The most interesting part of the church is the Geraldini chapel on the right, which is dedicated to Saint Antonius of Padova. Here we find several tombs of members of the illustrious Geraldini family. The Geraldinis, together with the Farrattinis discussed in part 1, were among the most important families in Amelia. Their chapel dates from the last quarter of the fifteenth century. The oldest tomb in the chapel is that of Elisabetta and Matteo Geraldini. It is attributed to the sculptor Agostino di Duccio (ca. 1418-1481) and was made in 1477, a year that is mentioned on the tomb. The monument was commissioned by their sons Angelo, Bernardino, Battista and Girolamo. What is special about the tomb is that it has a double effigy of the two deceased, who are lying side by side. They are watched over by a saint, who can be identified as Antonius of Padova.
Angelo Geraldini, who died in 1486, served as Bishop of Sessa-Aurunca and as Prince-Bishop of Cammin in what is now Poland.

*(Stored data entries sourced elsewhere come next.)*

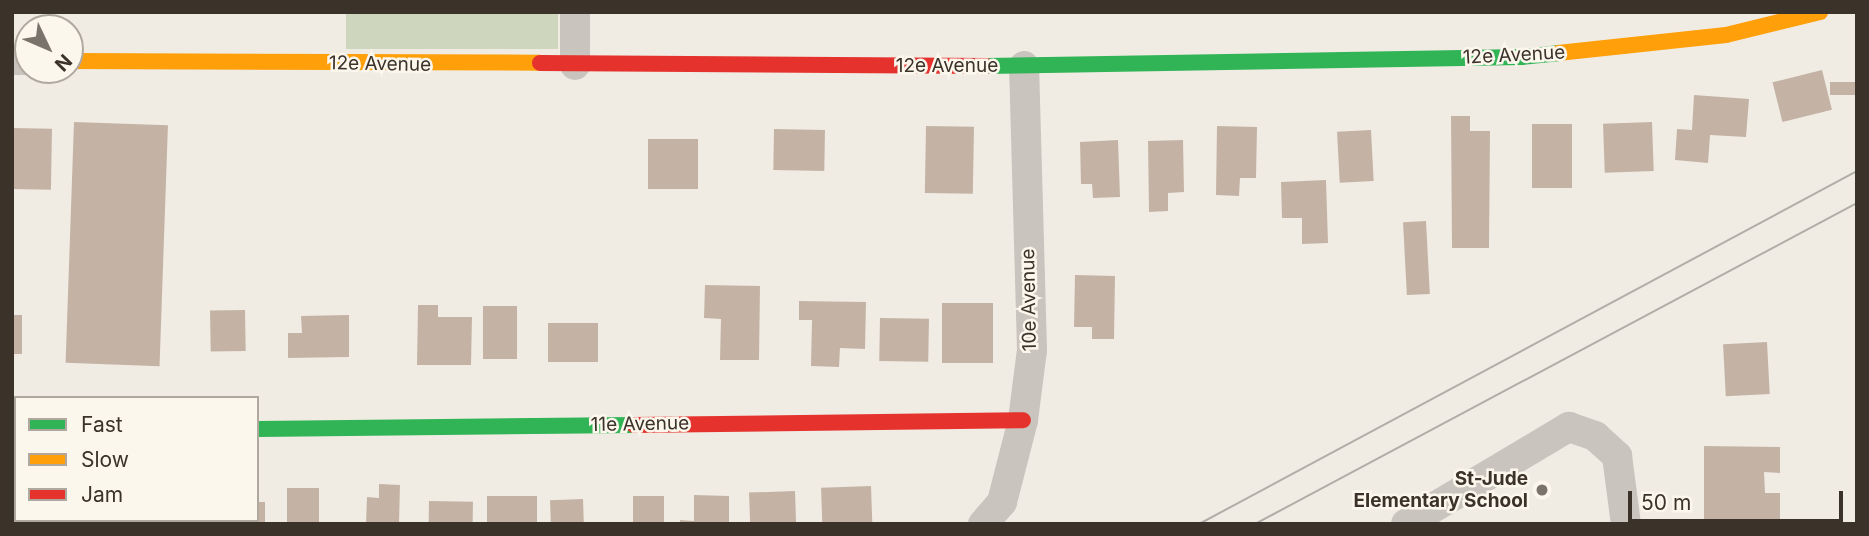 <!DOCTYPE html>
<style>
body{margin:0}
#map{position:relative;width:1869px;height:536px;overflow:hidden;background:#f0ece4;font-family:Inter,sans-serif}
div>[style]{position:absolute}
.green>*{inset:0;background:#ced7be;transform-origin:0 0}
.building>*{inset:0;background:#c4b3a5;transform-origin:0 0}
.street>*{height:30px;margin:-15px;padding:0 15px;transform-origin:15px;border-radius:15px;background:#c9c4bd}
.fast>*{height:16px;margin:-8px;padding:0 8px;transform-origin:8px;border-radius:8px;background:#30b455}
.slow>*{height:16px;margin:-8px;padding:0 8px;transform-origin:8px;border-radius:8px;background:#ff9f0a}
.jam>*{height:16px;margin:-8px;padding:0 8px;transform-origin:8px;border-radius:8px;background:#e5322d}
.tram>*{height:2px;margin:-1px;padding:0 1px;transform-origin:1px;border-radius:1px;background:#b1ada7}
.dots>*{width:19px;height:19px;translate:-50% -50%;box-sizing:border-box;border:4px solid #fbf7ed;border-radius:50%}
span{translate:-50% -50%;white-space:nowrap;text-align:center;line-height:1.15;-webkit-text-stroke:5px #fbf7ed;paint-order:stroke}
.street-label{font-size:19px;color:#3b322a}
.poi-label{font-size:19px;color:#3b322a;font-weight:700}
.right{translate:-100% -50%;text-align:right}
.frame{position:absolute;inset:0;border:14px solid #3b322a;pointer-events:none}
.legend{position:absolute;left:14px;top:396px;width:245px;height:126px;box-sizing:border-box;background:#fbf7ed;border:2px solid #aea89f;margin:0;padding:9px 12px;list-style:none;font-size:21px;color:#3b322a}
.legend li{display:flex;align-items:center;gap:14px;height:35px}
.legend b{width:35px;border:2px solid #aea89f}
.north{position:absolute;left:14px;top:14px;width:70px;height:70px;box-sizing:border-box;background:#fbf7ed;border:2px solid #aea89f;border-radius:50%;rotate:134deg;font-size:19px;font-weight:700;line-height:28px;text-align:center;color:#3b322a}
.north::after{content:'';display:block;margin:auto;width:24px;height:32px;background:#7a736b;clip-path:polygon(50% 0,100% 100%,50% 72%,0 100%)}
.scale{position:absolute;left:1628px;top:491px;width:215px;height:32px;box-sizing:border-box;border:4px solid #3b322a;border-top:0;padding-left:9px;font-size:21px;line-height:24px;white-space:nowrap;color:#3b322a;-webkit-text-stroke:5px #fbf7ed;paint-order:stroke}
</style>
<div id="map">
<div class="green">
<div style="left:346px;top:12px;width:212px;height:37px"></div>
</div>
<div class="building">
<div style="left:1822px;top:70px;width:41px;height:51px;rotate:76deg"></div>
<div style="left:1857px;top:82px;width:13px;height:27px;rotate:90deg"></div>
<div style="clip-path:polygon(1694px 95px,1749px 99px,1746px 137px,1710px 135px,1708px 163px,1675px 160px,1677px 129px,1692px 130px)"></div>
<div style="clip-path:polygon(1451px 116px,1470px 116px,1470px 131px,1490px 131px,1489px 248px,1452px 248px)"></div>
<div style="left:74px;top:122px;width:94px;height:241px;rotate:2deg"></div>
<div style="left:1652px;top:122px;width:49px;height:49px;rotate:88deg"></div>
<div style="left:1532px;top:124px;width:40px;height:64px"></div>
<div style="left:926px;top:126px;width:48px;height:67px;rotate:1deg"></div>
<div style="clip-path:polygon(1217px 126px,1257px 127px,1256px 178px,1240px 178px,1239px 196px,1216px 195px)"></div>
<div style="left:12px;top:128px;width:40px;height:61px;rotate:1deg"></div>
<div style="left:774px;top:129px;width:51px;height:41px;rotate:1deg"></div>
<div style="left:1371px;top:130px;width:51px;height:34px;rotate:87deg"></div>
<div style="left:648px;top:139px;width:50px;height:50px"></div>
<div style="clip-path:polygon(1118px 140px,1120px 197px,1093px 198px,1092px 184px,1081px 184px,1080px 142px)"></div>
<div style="clip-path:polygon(1183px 140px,1184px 192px,1168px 193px,1168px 211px,1149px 212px,1148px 141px)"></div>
<div style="clip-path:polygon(1326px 180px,1328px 243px,1302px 244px,1302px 218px,1282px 218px,1281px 182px)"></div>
<div style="left:1426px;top:221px;width:73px;height:23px;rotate:87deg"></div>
<div style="clip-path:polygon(1075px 275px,1115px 276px,1114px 339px,1092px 339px,1092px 327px,1074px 327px)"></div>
<div style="clip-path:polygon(705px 285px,760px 286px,759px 360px,720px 360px,721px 319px,704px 318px)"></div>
<div style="clip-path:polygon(799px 301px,866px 302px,865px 349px,840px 348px,839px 367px,811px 366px,812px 320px,799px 320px)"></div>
<div style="left:942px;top:303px;width:51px;height:60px"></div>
<div style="clip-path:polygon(418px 305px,438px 305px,438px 317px,472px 317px,471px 365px,417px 365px)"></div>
<div style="left:483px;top:306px;width:34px;height:53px"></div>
<div style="left:245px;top:310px;width:41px;height:35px;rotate:89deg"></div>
<div style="left:12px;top:315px;width:10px;height:39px"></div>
<div style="clip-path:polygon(349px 315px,349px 357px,288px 358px,288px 333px,302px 333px,301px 316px)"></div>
<div style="left:880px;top:318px;width:49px;height:43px;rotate:1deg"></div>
<div style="left:598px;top:323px;width:39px;height:50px;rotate:90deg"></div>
<div style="left:1767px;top:342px;width:52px;height:44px;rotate:87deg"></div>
<div style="clip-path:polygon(1704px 446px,1780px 447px,1780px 473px,1764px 472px,1765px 493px,1780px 493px,1780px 519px,1704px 519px)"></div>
<div style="clip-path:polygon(379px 484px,400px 485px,399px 524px,366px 524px,367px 497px,379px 498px)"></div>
<div style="left:871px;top:486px;width:38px;height:50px;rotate:88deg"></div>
<div style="left:319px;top:488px;width:36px;height:32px;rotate:90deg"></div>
<div style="left:795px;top:491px;width:33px;height:46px;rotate:88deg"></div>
<div style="clip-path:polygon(694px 495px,729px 496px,729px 524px,680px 524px,680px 520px,694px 521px)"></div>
<div style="left:487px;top:496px;width:50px;height:28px"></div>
<div style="left:633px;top:496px;width:31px;height:28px"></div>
<div style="left:583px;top:499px;width:25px;height:33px;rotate:88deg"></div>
<div style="left:429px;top:501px;width:44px;height:23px;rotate:1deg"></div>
<div style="clip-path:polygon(257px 502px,265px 502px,265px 524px,227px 524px,227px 520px,257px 520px)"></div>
<div style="left:36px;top:520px;width:41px;height:4px"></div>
<div style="left:89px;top:520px;width:82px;height:4px"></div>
</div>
<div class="street">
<div style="left:575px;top:12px;width:53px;rotate:90deg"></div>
<div style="left:12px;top:60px;width:16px"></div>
<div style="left:12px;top:432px;width:4px"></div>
<div style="left:983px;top:524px;width:29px;rotate:-49deg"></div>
<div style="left:1002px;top:502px;width:85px;rotate:-75.6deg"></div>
<div style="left:1023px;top:420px;width:71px;rotate:-82.7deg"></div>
<div style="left:1032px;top:350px;width:284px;rotate:-91.6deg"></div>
<div style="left:1406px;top:524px;width:190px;rotate:-30.8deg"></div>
<div style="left:1569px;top:427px;width:28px;rotate:19deg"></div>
<div style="left:1595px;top:436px;width:30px;rotate:42deg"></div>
<div style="left:1617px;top:456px;width:69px;rotate:82.5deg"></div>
</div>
<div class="fast">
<div style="left:986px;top:66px;width:536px;rotate:-0.96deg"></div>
<div style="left:1522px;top:57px;width:36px;rotate:-6deg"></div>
<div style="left:257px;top:429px;width:377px;rotate:-0.6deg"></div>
</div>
<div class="slow">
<div style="left:1558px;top:53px;width:169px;rotate:-6.1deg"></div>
<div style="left:1726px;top:35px;width:97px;rotate:-13.7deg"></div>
<div style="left:70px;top:61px;width:470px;rotate:0.2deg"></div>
</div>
<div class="jam">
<div style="left:540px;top:63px;width:446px;rotate:0.4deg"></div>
<div style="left:634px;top:425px;width:389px;rotate:-0.7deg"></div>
</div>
<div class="tram">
<div style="left:1199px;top:524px;width:747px;rotate:-28.21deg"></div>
<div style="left:1255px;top:524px;width:682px;rotate:-28.07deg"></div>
</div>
<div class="dots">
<div style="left:1542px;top:490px;background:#7a736b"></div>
</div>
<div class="street-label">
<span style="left:1514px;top:55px;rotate:-3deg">12e Avenue</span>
<span style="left:380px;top:64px;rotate:1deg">12e Avenue</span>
<span style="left:947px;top:66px">12e Avenue</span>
<span style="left:1029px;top:300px;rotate:-91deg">10e Avenue</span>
<span style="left:640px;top:424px;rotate:-1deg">11e Avenue</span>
</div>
<div class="poi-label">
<span class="right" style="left:1528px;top:490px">St-Jude<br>Elementary School</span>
</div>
<div class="frame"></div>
<ul class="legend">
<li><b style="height:9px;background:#30b455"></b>Fast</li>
<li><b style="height:9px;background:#ff9f0a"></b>Slow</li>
<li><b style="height:9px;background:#e5322d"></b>Jam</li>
</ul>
<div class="north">N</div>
<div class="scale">50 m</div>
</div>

His tomb can also be found in the chapel. It is attributed to either Andrea Bregno (ca. 1418-1506) or Luigi Capponi. The monument was commissioned by Angelo’s brothers Giovanni, Bernardino and Battista and his nephew Antonio, all of whom are mentioned in the epitaph. Girolamo (Hieronymus) Geraldini, who died in 1481, also has a tomb in the family chapel. The epitaph indicates that he was 39 at the time of his death. His effigy shows him in full armour with a sword in his lap, which is appropriate given his career as a soldier.
I also took a picture of the dual tomb of the cousins Camillo and Belissario Geraldini. Camillo – the first archdeacon of Amelia – died in 1480 aged 24; Belisario passed away just two years later at the tender age of 17. The tomb was apparently inspired by that of Raffaelle della Rovere (died 1477) in the church of Santi Apostoli in Rome, which is a work by the aforementioned Andrea Bregno. The ‘weepers’ leaning on shields are indeed quite similar to the ones we can find in the Eternal City.
Notably absent in the chapel is the tomb of Giovanni Geraldini (died 1488), which can be found in the Duomo of Amelia. The two most interesting members of the family also do not have a tomb in the Geraldini chapel. I am referring to the half-brothers Antonio Geraldini (died 1489) and Alessandro Geraldini (1455-1525). Both were active in Spain at the court of King Ferdinand and Queen Isabella, and both actively sponsored Christopher Columbus as he made his plans for discovering the Americas.